In other film’s like 2007′s The Orphanage the death of innocent children creates a psychological torment on the main female character do the desire to appease the vengeance and sorrow of the returning victim’s souls. Ringu (1998) play’s on an extremely similar but very real notion in traditional japanese folklore of the tormented soul (called a Onryō) avenging their wrongful death, in this case a girl. By choosing a girl character this is particularly symbolic as it represent’s a life taken away that is unfulfilled and we feel more compassion due to their perceived innocence. Therefore the vengeful spirit, we can assume, will be more vengeful and their revenge more horrific; and so more effective in the context of the genre and mind’s of the audience.
Interestingly we can find parallels with this in Who Can Kill A Child as it encapsulates a similar theme in its pre credit’s images. This presents images of the very real exploitation and abuse of children across the world whether it is child soldier’s or victims of wars. It is implied that the killer children in this film therefore represent the collective souls of all children lost to war etc and, unfortunately for our adult protagonist’s take revenge on any that come across their path.

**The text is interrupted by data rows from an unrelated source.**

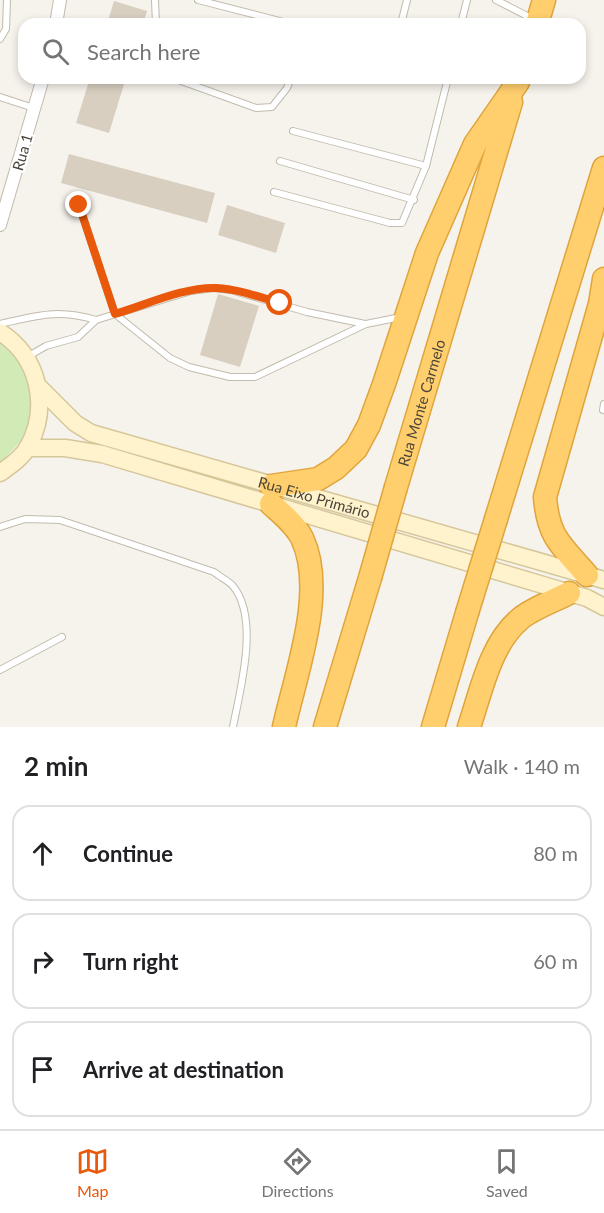 <!DOCTYPE html>
<meta charset="utf-8">
<style>
:root{--surface:#fff;--page:#f2f2f2;--text:#202124;--muted:#757577;--line:#e0e0e0;--accent:#ea580c}
body{margin:0;font-family:Lato,sans-serif;background:var(--page);color:var(--text)}
.stop{position:absolute;width:18px;height:18px;margin:-14px;border:4px solid #ea580c;border-radius:50%;background:#fff}
.stop.end{background:#ea580c;border-color:#fff;box-shadow:0 2px 6px #0008}
.list{margin:0;padding:0;list-style:none}
h2{display:flex;justify-content:space-between;align-items:center;height:78px;margin:0;padding:0 24px;font-size:26px}
h2 small{font-size:20px;font-weight:400;color:var(--muted)}
.list li{display:grid;grid-template-columns:39px 1fr auto;gap:18px;align-items:center;box-sizing:border-box;height:96px;margin:0 12px 12px;padding:0 12px;border:2px solid var(--line);border-radius:18px}
.list b{display:block;font-size:22px;white-space:nowrap}
.list em{font-size:20px;font-style:normal;color:var(--muted)}
.icon{flex:none;width:33px;height:33px;fill:none;stroke:currentColor;stroke-width:2;stroke-linecap:round;stroke-linejoin:round}
.map{position:relative;flex:none;width:604px;height:727px;overflow:hidden}
.search{position:absolute;background:var(--surface);box-shadow:0 3px 9px #0003;left:18px;right:18px;top:18px;height:66px;display:flex;align-items:center;gap:15px;box-sizing:border-box;padding:0 21px;border-radius:18px;color:var(--muted);font-size:22px}
.sheet{height:402px;background:var(--surface)}
nav{display:flex;justify-content:space-around;align-items:center;box-sizing:border-box;height:84px;border-top:2px solid var(--line);background:var(--surface);font-size:16px;color:var(--muted)}
nav a{display:grid;justify-items:center;gap:3px}
nav .on{color:var(--accent)}
.map>svg:first-child{display:block}
.green{fill:#d2eab5}
.building{fill:#d8cfc1}
.lines{fill:none;stroke-linecap:round;stroke-linejoin:round}
.lane-casing{stroke:#c2bbae;stroke-width:8}
.street-casing{stroke:#c2bbae;stroke-width:14}
.secondary-casing{stroke:#d6c79b;stroke-width:19}
.highway-casing{stroke:#e0a43c;stroke-width:25}
.lane{stroke:#fff;stroke-width:6}
.street{stroke:#fff;stroke-width:12}
.secondary{stroke:#fff3cd;stroke-width:16}
.highway{stroke:#ffcf6e;stroke-width:22}
.highway-bridge-casing{stroke:#e0a43c;stroke-width:25;stroke-linecap:butt}
.highway-bridge{stroke:#ffcf6e;stroke-width:22}
.route{stroke:#ea580c;stroke-width:8}
.labels{text-anchor:middle;dominant-baseline:central;stroke-width:4.5;stroke-linejoin:round;paint-order:stroke}
.street-label{font-size:15px;fill:#4b4439;stroke:#fff}
</style>
<div class="map">
<svg width="604" height="727" viewBox="0 0 604 727">
<rect width="100%" height="100%" fill="#f6f3ec"/>
<polygon class="green" points="0,340 24,365 33,401 29,426 24,438 0,463"/>
<g class="building">
<polygon points="114,1 147,11 143,24 107,24"/>
<polygon points="90,78 126,78 109,133 76,123"/>
<polygon points="69,154 215,193 207,223 61,183"/>
<polygon points="227,205 285,223 276,253 218,235"/>
<polygon points="218,294 259,306 240,367 200,355"/>
</g>
<g class="lines">
<defs>
<g id="lane">
<polyline points="155,0 156,24"/>
<polyline points="198,0 291,24"/>
<polyline points="496,0 533,19"/>
<polyline points="401,24 407,0"/>
<polyline points="461,24 467,0"/>
<polyline points="0,39 6,29 7,0"/>
<polyline points="173,78 256,108 272,107 287,88 291,78"/>
<polyline points="0,97 34,108"/>
<polyline points="293,131 426,166"/>
<polyline points="280,161 414,200"/>
<polyline points="274,192 390,223 402,223 426,166 448,78"/>
<polyline points="79,205 115,314 170,358 189,367 230,377 255,377 366,324 401,317"/>
<path d="M0,324C37,315 59,309 96,320"/>
<polyline points="27,357 46,346 78,337 96,320 191,291 213,288 231,290 307,312 365,324"/>
<polyline points="603,410 604,404"/>
<path d="M0,527L25,519L60,520L214,572C220,577 229,581 233,586C260,619 240,690 233,727"/>
<polyline points="0,670 62,637"/>
</g>
<g id="street">
<polyline points="56,24 60,0"/>
<polyline points="0,225 43,78"/>
</g>
<g id="secondary">
<path d="M0,332C39,357 50,407 28,447C22,458 10,466 0,473"/>
<path id="s1" d="M39,387L75,423L91,433L604,580"/>
<polyline points="27,448 65,448 102,454 587,598 604,607"/>
</g>
<g id="highway">
<polyline points="537,24 544,0"/>
<polyline points="271,486 318,479 336,468 356,449 369,425 384,384 427,253 475,144 518,82"/>
<path id="s2" d="M396,487L511,102"/>
<path d="M271,504C282,514 295,524 302,538C327,591 296,672 284,727"/>
<polyline points="496,519 604,168"/>
<path d="M587,575C561,545 548,537 545,497L600,304L604,279"/>
<polyline points="325,727 370,578"/>
<polyline points="433,727 467,613"/>
<path d="M469,727C481,692 490,644 520,619C533,608 554,601 569,593"/>
</g>
</defs>
<use href="#lane" class="lane-casing"/>
<use href="#street" class="street-casing"/>
<use href="#secondary" class="secondary-casing"/>
<use href="#highway" class="highway-casing"/>
<use href="#lane" class="lane"/>
<use href="#street" class="street"/>
<use href="#secondary" class="secondary"/>
<use href="#highway" class="highway"/>
<defs>
<g id="highway-bridge">
<polyline points="370,578 396,487"/>
<polyline points="467,613 496,519"/>
</g>
</defs>
<use href="#highway-bridge" class="highway-bridge-casing"/>
<use href="#highway-bridge" class="highway-bridge"/>
</g>
<g class="lines">
<path class="route" d="M79,205L115,314C146,305 183,287 216,288C238,289 259,297 280,303"/>
</g>
<g class="labels">
<g class="street-label">
<text transform="translate(22 152) rotate(-74)">Rua 1</text>
<text stroke="none"><textPath href="#s2" startOffset="88">Rua Monte Carmelo</textPath></text>
<text stroke="none"><textPath href="#s1" startOffset="302">Rua Eixo Primário</textPath></text>
</g>
</g>
</svg>
<div class="stop" style="left:280px;top:303px"></div>
<div class="stop end" style="left:79px;top:205px"></div>
<div class="search"><svg class="icon" aria-label="search" viewBox="0 0 24 24"><circle cx="10" cy="10" r="6"/><path d="M15 15l6 6"/></svg>Search here</div>
</div>
<section class="sheet">
<h2>2 min<small>Walk · 140 m</small></h2>
<ul class="list">
<li><svg class="icon" aria-label="ahead" viewBox="0 0 24 24"><path d="M12 20V5M6 11l6-6 6 6"/></svg><div><b>Continue</b></div><em>80 m</em></li>
<li><svg class="icon" aria-label="right" viewBox="0 0 24 24"><path d="M7 20v-9h11M14 6l5 5-5 5"/></svg><div><b>Turn right</b></div><em>60 m</em></li>
<li><svg class="icon" aria-label="arrive" viewBox="0 0 24 24"><path d="M6 21V4h12l-3 4 3 4H6"/></svg><div><b>Arrive at destination</b></div></li>
</ul>
</section>
<nav>
<a class="on"><svg class="icon" aria-label="map" viewBox="0 0 24 24"><path d="M3 6l6-2 6 2 6-2v14l-6 2-6-2-6 2zM9 4v14M15 6v14"/></svg>Map</a>
<a><svg class="icon" aria-label="directions" viewBox="0 0 24 24"><path d="M12 3l9 9-9 9-9-9zM9 14v-3h6M13 9l2 2-2 2"/></svg>Directions</a>
<a><svg class="icon" aria-label="saved" viewBox="0 0 24 24"><path d="M7 4h10v16l-5-4-5 4z"/></svg>Saved</a>
</nav>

In the environmental horror sub genre several films explore a similar revenge of nature theme: for example Australian ec0-horor Long Weekend (1978) and while there are examples of this sub genre where the motivation’s of the killer children are more obscure (see 20o8′s The Children) the background and possible themes are clearly present. Furthermore we can relate these to how feminism and woman empowerment is considered by critics of the genre to be represented by female character’s in contemporary film’s like American Mary (2012) and The Descent (2005).